What you return should be the lines of the data containing "Castilho", each in full.

Dataset records

★ ★ ★ ★

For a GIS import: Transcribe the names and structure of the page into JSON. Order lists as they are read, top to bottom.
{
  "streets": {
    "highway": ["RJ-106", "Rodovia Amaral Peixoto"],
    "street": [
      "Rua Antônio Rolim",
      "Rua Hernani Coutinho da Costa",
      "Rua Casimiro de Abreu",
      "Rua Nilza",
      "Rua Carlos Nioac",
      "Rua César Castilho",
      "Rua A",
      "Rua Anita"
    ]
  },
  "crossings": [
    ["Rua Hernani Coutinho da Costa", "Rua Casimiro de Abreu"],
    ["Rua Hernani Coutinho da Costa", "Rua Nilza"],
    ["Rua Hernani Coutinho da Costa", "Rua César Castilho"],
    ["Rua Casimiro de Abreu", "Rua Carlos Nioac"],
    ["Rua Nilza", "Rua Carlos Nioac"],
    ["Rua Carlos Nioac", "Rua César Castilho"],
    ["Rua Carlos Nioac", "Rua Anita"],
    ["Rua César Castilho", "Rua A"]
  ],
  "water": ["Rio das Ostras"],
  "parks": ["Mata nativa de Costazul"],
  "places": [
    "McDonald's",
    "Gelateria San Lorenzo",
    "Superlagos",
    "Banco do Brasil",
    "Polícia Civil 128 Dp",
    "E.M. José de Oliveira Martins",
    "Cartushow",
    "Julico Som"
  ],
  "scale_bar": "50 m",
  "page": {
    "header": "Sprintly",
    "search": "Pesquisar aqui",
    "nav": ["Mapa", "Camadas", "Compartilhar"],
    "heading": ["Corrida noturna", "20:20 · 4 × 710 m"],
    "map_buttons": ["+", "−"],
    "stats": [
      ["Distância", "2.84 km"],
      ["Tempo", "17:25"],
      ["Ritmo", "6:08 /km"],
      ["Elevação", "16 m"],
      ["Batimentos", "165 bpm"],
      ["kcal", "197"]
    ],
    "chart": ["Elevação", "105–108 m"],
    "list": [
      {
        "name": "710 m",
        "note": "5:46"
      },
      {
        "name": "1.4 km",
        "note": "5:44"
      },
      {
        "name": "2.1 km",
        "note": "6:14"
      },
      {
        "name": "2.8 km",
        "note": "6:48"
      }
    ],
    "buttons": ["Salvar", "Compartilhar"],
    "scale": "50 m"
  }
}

★ ★ ★ ★

Task response
      "Rua César Castilho",
    ["Rua Hernani Coutinho da Costa", "Rua César Castilho"],
    ["Rua Carlos Nioac", "Rua César Castilho"],
    ["Rua César Castilho", "Rua A"]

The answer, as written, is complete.